138-year-old Hardware Store to Close
Leonard's Hardware, in the 300 block of Adams Avenue, Scranton, PA, plans to close its doors when current stock is sold, a victim of changing customer needs and big-box, got-it-all retailers. When Mr. Rink put the building up for sale, he thought he would scale back the store. Recently, he decided to end Leonard's 138-year history.

Revenues are only 20 percent to 25 percent of what they were 10 years ago. Heating bills last winter caused the business to lose money for the first time. "That would change anyone's mind," he said.

Leonard's sells lighting fixtures for lights that are no longer made, parts for old-style faucets, and steam radiators. Its customers are downtown businesses and area homeowners. Brian Nixon is having a few keys made at the store. Electrical contractors swore by supplies from Leonard's, he said. His mother insisted that only Leonard's sold "the right kind of clothespins." "These guys have been more faithful to their customers than their customers have been to them," Mr. Nixon said.

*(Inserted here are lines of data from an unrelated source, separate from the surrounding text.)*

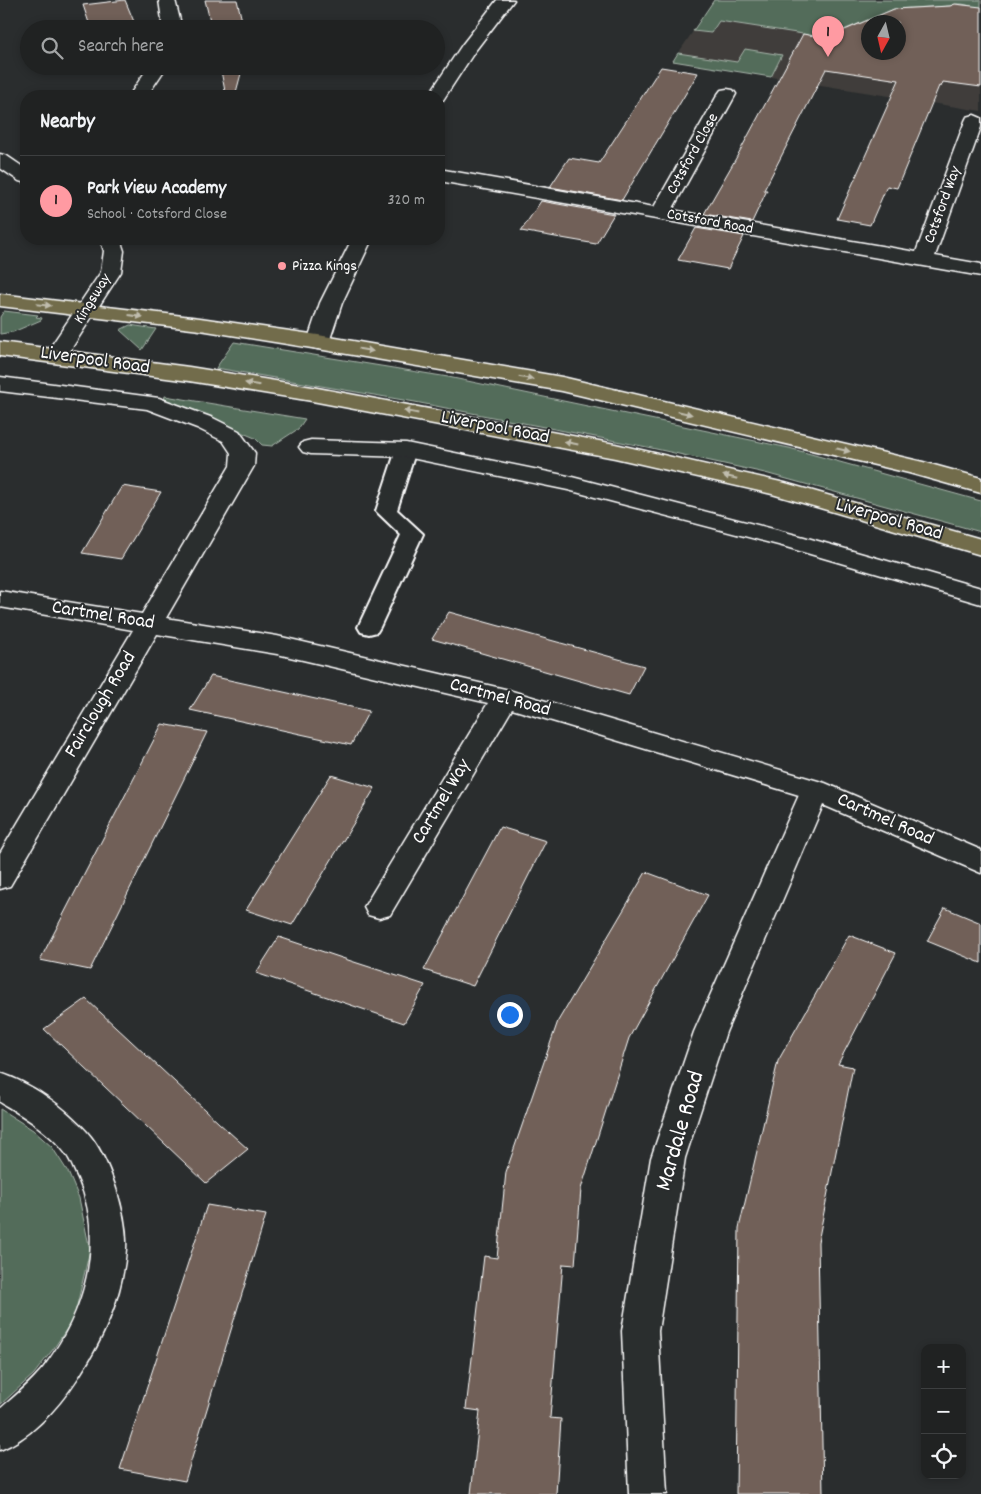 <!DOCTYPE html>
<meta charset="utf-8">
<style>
:root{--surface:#202222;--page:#282a2a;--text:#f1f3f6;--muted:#a2a4a5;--line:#3d3f40;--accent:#ff9aa2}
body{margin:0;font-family:Dekko,sans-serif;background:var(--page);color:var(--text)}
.controls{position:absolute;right:15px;bottom:15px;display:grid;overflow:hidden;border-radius:10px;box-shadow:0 2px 8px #0003}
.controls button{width:45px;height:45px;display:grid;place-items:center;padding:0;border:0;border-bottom:1px solid var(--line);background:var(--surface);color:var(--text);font:25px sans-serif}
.compass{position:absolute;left:861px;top:15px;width:45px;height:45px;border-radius:50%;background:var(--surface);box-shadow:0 2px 8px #0003;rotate:188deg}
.you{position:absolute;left:509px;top:1014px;width:18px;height:18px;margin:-12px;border:4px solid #fff;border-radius:50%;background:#1a73e8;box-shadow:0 0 0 8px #1a73e833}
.badge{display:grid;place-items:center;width:32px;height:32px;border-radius:50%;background:var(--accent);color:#111;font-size:16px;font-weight:700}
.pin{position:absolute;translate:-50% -41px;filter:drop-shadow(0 1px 2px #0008)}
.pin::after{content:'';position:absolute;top:26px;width:18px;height:15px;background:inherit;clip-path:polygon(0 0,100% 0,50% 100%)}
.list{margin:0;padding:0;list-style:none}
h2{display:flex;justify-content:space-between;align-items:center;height:65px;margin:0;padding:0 20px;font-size:21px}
h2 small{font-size:16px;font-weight:400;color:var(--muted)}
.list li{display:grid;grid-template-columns:32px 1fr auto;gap:15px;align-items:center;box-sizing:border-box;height:90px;padding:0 20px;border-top:1px solid var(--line)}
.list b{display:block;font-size:19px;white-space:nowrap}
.list p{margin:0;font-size:16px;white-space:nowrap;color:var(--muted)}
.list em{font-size:16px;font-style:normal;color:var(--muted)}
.icon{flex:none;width:28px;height:28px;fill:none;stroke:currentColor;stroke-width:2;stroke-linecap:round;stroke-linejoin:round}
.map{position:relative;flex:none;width:981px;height:1494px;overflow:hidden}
.search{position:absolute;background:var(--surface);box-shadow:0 2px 8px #0003;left:20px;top:20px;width:425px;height:55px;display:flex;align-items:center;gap:12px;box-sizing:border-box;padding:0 18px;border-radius:28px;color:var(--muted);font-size:19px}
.panel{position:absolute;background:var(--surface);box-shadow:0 2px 8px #0003;left:20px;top:90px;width:425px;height:155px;border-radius:20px}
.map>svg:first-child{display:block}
</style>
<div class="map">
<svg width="981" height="1494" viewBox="0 0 981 1494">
<rect width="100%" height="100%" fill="#2a2d2e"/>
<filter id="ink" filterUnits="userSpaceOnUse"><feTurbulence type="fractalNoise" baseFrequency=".02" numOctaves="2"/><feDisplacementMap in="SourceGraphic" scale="10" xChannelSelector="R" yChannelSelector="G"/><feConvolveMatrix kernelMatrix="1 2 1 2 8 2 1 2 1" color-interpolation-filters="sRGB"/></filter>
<g filter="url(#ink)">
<path fill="#3f3d3b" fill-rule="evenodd" d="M714,0H981V111L673,61ZM868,22H898V52H868Z"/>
<path fill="#536c5a" stroke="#a9b6ac" d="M714,0H981V11C972,6 960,1 950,6L894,9L817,41L803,34L719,21L711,33L693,31Z
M745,49L782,55L771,77L673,61L678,53L737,62Z
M4,311L38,315L36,317L42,318L41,320L13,332L0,334V317Z
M130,325L156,329L142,350L120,330Z
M234,342L448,377L789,448L981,501V532L765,473L647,447L415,402L216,368Z
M165,396L305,419L298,429L272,446L262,445L255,438L164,400Z
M0,1109L33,1130L52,1147L68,1172L79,1198L90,1250L74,1318L54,1348L34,1374L0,1405Z"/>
<path fill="#716158" stroke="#fff" fill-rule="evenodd" d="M125,0L137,29H91L83,5Z
M205,0H237L244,29H212Z
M955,4L981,7V87L943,82L941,87L939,86L897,188L887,186L870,225L837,219L899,80L826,69L764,190H767L752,222L704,214L735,160L803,34L826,38L894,9L950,6ZM868,22H898V52H868Z
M220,66H243L235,96H226Z
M661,67L698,73L622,200L550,187L569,158L599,163Z
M541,201L614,214L596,244L521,231Z
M696,228L744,236L728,269L678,260Z
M122,486L161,492L121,559L82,553Z
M449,612L615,658L644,666L629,695L432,639Z
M211,676L329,702L369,711L351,745L190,710Z
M162,724L207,732L90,970L40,960Z
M331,775L375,788L292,925L246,910Z
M500,827L546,841L473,986L424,970Z
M646,872L708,895L629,1038L581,1189L575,1265L563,1264L550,1418L561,1419L556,1494H471L480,1411L466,1409L484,1256L497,1258L506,1172L558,1021Z
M945,908L981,923V963L927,941Z
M849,935L896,953L838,1064L853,1067L818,1242L823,1494H736L739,1228L778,1061Z
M279,937L351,961L425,985L404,1023L256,973Z
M86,999L219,1123L248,1149L206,1183L44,1029Z
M207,1205L266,1215L185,1481L120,1469Z"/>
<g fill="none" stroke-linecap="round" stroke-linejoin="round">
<g stroke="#fff" stroke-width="4">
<path id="service" d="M406,444L413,446L416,450L397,510L423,534L380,627L377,632L369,634L361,632L358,627L401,535L376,511L396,450L399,446Z"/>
</g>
<g stroke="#fff" stroke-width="3">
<path id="minor" d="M159,0H175L180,20L179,29H161L162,20Z
M149,66H167L147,96H129Z
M727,89L733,90L736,94L672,210L916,252L965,121L967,117L974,115L981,118V127L935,256L981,264V276L439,181V169L654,207L718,94L721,90Z
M0,154L7,156L26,169V183L19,181L0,168Z
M100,239H120L124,251L121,272L64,360L56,362L48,360L45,355L101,272L104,251Z
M0,377L159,398L213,418L239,431L255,453L254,466L166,618L277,636L505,689L825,783L981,850V873L823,805L726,1032L685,1158L658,1331L667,1494H629L622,1331L651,1158L694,1032L799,795L512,709L390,915L379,918L368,915L364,907L488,703L277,654L157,634L10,886L0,889V853L133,630L0,607V591L142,614L230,466L231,453L223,441L197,428L147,409L0,391Z
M311,440L406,443L568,476L804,537L981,588V604L786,547L568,490L406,457L311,454L303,452L299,447L303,442Z
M0,1073C31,1083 65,1107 87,1132C109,1156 128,1216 126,1249C123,1294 104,1338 79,1376C60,1405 33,1437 0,1450V1409C15,1396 31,1383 44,1367C85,1313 106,1242 78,1178C74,1170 71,1161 66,1154C50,1132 23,1116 0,1102Z"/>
</g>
<g stroke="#fff" stroke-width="3">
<path id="tertiary" d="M497,0H514L475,51L443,100L439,101V96H428L462,45Z
M352,239H372L342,303L329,342L326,347L318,349L310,347L307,342L320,303Z"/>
</g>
<g stroke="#fff" stroke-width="3">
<path id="trunk" d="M0,294L200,318L318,335L562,377L923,462L981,478V493L909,473L562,391L318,349L200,330L0,306Z
M0,342L189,367L312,387L615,444L785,483L981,539V555L772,494L615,458L312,401L189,381L0,356Z"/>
</g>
<use href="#service" fill="#2a2d2e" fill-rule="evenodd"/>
<use href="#minor" fill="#2a2d2e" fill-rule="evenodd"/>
<use href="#tertiary" fill="#2a2d2e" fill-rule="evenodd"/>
<use href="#trunk" fill="#726c4b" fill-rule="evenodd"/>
</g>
<defs><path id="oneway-solid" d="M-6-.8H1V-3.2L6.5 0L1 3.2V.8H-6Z" transform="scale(1.25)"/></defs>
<g fill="#c0bdae">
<use href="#oneway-solid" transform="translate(44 305) rotate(6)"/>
<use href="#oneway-solid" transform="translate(136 316) rotate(7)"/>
<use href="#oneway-solid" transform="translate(366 350) rotate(10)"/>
<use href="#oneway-solid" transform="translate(526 378) rotate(10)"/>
<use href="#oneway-solid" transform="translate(252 384) rotate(-171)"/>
<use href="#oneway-solid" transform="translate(411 412) rotate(-169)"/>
<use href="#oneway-solid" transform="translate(685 413) rotate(13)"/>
<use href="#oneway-solid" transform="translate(571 443) rotate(-169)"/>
<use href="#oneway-solid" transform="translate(843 450) rotate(13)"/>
<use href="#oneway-solid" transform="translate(730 477) rotate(-167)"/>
</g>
</g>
<circle fill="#ff9aa2" stroke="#2a2d2e" stroke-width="2" cx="282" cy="266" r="5"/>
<g text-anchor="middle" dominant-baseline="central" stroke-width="4" stroke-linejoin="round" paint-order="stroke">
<g font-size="16" fill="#fff" stroke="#2a2d2e">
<text transform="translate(693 154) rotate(-61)">Cotsford Close</text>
<text transform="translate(943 205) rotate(-70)">Cotsford Way</text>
<text transform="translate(710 222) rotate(10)">Cotsford Road</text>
<text transform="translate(93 299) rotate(-58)">Kingsway</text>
</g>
<g font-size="16" fill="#fff" stroke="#2a2d2e" text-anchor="start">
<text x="292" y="266">Pizza Kings</text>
</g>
<g font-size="20" fill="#fff" stroke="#2a2d2e">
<text transform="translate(95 361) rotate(8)">Liverpool Road</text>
<text transform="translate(495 428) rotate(11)">Liverpool Road</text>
<text transform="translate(889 520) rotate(16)">Liverpool Road</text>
<text transform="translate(103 616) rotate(9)">Cartmel Road</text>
<text transform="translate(500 698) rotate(15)">Cartmel Road</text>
<text transform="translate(101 705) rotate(-59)">Fairclough Road</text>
<text transform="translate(442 802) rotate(-59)">Cartmel Way</text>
<text transform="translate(885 820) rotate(24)">Cartmel Road</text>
</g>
<g font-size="24" fill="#fff" stroke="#2a2d2e">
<text transform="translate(681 1131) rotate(-74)">Mardale Road</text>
</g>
</g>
</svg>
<div class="controls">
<button>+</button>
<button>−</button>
<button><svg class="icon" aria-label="locate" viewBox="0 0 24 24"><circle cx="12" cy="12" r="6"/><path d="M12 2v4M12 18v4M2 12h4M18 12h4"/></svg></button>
</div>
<svg class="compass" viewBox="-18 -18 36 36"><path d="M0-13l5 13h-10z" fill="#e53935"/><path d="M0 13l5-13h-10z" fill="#a2a4a5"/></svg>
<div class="you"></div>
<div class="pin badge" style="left:828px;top:57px">1</div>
<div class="search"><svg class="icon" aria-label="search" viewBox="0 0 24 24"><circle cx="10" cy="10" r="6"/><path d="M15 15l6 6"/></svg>Search here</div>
<section class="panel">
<h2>Nearby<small></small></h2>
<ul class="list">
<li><span class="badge">1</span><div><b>Park View Academy</b><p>School · Cotsford Close</p></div><em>320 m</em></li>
</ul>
</section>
</div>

But clothespins and glue aren't enough to hold the business together. A flip through the day's mail reminds Mr. Rink of the economic forces at play. He receives postcards inviting him to an auction at another hardware store that called it quits. A solicitation from Lowe's offers him a charge card. The cover story on the June 2003 Do-It-Yourself Retailer magazine asks whether one market can support a Lowe's, a Home Depot and a Menards.

The store has outlived the market, Mr. Rink said, figuring that the father-and-son team must have done something right to hold on this long.Besides, Leonard's is not alone, Mr. Rink said. "Corner grocers, the local druggist -- they are all gone or going," he said. "In retailing today, either you're big, or you're out."